# Task to carry out
Only the lines from the top of the data through the line containing "position:relative; flex:1; overflow:hidden" should be duplicated, exactly as they appear.

# Available records
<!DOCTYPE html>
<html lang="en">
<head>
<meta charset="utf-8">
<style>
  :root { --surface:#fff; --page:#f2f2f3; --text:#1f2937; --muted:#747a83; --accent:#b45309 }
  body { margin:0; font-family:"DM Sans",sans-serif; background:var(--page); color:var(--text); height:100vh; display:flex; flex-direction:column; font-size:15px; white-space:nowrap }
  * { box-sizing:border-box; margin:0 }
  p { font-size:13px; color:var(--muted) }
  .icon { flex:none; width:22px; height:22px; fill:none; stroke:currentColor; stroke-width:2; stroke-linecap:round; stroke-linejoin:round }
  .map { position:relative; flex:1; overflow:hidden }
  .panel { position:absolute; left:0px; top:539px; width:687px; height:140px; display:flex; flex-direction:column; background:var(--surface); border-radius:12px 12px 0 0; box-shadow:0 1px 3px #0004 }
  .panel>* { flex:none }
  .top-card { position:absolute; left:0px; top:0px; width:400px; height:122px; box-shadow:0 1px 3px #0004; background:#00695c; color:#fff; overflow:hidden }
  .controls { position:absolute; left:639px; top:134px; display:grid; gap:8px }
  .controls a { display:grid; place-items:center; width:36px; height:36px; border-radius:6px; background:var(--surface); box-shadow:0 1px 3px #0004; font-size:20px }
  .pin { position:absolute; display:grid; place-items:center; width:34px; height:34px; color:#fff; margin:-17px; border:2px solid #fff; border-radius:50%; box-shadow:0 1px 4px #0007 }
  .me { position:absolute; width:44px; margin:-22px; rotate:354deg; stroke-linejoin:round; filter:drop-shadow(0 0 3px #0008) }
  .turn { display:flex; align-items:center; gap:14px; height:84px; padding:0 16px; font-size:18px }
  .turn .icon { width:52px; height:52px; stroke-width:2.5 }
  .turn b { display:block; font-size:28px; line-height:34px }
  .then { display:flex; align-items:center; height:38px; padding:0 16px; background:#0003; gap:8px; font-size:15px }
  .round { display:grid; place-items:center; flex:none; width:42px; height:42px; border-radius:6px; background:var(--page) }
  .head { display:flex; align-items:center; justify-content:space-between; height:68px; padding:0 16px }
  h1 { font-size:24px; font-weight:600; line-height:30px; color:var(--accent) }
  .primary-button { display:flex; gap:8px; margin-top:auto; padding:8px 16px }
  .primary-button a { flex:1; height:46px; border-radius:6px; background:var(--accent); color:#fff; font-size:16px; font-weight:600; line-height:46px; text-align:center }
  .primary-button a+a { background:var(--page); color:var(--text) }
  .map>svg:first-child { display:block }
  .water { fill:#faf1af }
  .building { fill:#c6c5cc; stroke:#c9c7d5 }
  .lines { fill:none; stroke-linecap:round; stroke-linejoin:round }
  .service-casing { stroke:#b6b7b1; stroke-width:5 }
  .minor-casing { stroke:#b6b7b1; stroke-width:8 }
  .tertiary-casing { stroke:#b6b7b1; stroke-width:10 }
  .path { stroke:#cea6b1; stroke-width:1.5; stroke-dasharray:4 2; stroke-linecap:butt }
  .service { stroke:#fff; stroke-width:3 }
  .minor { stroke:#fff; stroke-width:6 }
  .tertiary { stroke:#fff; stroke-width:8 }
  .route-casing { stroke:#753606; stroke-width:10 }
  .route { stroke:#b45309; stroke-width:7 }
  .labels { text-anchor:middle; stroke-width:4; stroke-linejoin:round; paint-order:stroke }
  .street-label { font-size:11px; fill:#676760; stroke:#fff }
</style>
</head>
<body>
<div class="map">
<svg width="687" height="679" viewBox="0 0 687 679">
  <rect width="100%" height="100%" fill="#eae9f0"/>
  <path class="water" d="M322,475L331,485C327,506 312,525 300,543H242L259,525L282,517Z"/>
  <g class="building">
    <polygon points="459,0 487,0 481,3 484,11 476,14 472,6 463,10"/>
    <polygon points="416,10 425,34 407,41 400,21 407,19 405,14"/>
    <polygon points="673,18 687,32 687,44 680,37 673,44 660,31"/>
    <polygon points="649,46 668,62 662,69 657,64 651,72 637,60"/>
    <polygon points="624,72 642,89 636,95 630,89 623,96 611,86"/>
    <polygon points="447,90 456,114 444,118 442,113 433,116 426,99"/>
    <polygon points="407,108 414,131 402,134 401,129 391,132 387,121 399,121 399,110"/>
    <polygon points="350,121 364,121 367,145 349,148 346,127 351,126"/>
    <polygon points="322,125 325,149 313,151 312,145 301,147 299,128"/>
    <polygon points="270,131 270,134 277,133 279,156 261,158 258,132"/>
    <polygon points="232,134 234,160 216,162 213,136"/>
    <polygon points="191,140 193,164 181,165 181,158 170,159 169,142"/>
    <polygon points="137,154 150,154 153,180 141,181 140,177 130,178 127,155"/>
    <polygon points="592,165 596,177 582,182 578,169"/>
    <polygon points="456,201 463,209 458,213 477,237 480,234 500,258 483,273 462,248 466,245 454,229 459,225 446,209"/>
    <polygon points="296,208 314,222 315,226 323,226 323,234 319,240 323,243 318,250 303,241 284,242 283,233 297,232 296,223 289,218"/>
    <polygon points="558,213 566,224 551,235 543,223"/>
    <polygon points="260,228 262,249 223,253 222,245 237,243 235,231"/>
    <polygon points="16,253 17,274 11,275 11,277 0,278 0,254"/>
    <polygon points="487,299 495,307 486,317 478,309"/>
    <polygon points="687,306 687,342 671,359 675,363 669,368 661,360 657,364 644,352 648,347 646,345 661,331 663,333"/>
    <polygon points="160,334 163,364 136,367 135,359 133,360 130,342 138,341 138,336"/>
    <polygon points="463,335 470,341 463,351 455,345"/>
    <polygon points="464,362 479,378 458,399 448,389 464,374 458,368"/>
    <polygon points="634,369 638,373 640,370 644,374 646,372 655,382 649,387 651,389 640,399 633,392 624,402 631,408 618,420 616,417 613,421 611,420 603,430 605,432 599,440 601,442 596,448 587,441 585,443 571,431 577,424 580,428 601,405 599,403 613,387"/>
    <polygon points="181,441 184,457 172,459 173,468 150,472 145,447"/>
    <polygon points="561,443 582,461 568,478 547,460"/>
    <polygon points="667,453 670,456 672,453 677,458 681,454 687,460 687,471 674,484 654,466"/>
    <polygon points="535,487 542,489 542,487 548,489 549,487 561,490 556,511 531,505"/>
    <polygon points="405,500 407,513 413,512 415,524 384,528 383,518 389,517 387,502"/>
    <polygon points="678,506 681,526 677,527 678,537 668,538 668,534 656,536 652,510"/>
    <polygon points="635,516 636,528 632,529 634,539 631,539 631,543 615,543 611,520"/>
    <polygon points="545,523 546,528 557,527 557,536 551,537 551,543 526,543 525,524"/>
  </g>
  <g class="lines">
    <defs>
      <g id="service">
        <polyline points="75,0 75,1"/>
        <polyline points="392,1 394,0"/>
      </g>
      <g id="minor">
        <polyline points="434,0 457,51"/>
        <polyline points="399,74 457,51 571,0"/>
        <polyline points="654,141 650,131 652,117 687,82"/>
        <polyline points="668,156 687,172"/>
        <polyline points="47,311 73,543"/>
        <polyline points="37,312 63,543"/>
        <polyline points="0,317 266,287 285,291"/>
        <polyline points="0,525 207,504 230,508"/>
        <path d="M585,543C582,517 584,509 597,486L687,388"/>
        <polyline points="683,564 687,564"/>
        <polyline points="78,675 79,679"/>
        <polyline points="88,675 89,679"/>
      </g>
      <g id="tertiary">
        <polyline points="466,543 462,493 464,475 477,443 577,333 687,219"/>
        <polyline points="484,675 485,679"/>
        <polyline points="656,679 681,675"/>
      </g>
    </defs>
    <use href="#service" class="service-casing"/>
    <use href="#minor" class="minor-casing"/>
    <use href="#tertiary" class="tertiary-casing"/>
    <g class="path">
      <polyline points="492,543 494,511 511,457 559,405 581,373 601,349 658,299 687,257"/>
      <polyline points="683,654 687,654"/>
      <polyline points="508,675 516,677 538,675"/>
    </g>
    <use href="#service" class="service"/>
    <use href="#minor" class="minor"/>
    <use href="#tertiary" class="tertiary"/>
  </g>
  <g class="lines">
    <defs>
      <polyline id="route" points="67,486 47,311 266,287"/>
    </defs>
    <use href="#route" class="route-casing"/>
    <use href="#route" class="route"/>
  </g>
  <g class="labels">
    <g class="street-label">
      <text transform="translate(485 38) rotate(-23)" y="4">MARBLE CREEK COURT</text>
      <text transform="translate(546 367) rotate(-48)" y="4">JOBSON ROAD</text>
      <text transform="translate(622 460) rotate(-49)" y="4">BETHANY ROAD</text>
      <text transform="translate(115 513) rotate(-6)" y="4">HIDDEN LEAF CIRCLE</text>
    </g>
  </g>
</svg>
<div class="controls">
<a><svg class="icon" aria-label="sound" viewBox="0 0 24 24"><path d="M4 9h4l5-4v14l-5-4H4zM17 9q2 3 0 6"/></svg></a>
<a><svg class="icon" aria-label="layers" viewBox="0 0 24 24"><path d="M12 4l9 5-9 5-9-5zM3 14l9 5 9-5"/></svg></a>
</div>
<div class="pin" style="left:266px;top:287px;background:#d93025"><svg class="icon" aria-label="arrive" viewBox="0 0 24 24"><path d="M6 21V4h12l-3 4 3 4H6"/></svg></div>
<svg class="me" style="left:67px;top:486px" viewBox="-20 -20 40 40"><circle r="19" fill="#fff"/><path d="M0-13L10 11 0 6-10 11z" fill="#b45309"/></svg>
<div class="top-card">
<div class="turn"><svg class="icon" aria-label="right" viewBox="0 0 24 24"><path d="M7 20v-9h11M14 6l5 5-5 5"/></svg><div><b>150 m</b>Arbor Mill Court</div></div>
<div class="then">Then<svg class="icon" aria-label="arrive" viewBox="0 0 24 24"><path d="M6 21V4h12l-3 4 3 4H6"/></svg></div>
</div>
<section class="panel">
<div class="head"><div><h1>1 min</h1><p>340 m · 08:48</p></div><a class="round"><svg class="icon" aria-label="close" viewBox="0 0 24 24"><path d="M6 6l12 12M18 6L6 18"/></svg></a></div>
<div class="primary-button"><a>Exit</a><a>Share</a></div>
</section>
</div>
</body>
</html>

# Answer section
<!DOCTYPE html>
<html lang="en">
<head>
<meta charset="utf-8">
<style>
  :root { --surface:#fff; --page:#f2f2f3; --text:#1f2937; --muted:#747a83; --accent:#b45309 }
  body { margin:0; font-family:"DM Sans",sans-serif; background:var(--page); color:var(--text); height:100vh; display:flex; flex-direction:column; font-size:15px; white-space:nowrap }
  * { box-sizing:border-box; margin:0 }
  p { font-size:13px; color:var(--muted) }
  .icon { flex:none; width:22px; height:22px; fill:none; stroke:currentColor; stroke-width:2; stroke-linecap:round; stroke-linejoin:round }
  .map { position:relative; flex:1; overflow:hidden }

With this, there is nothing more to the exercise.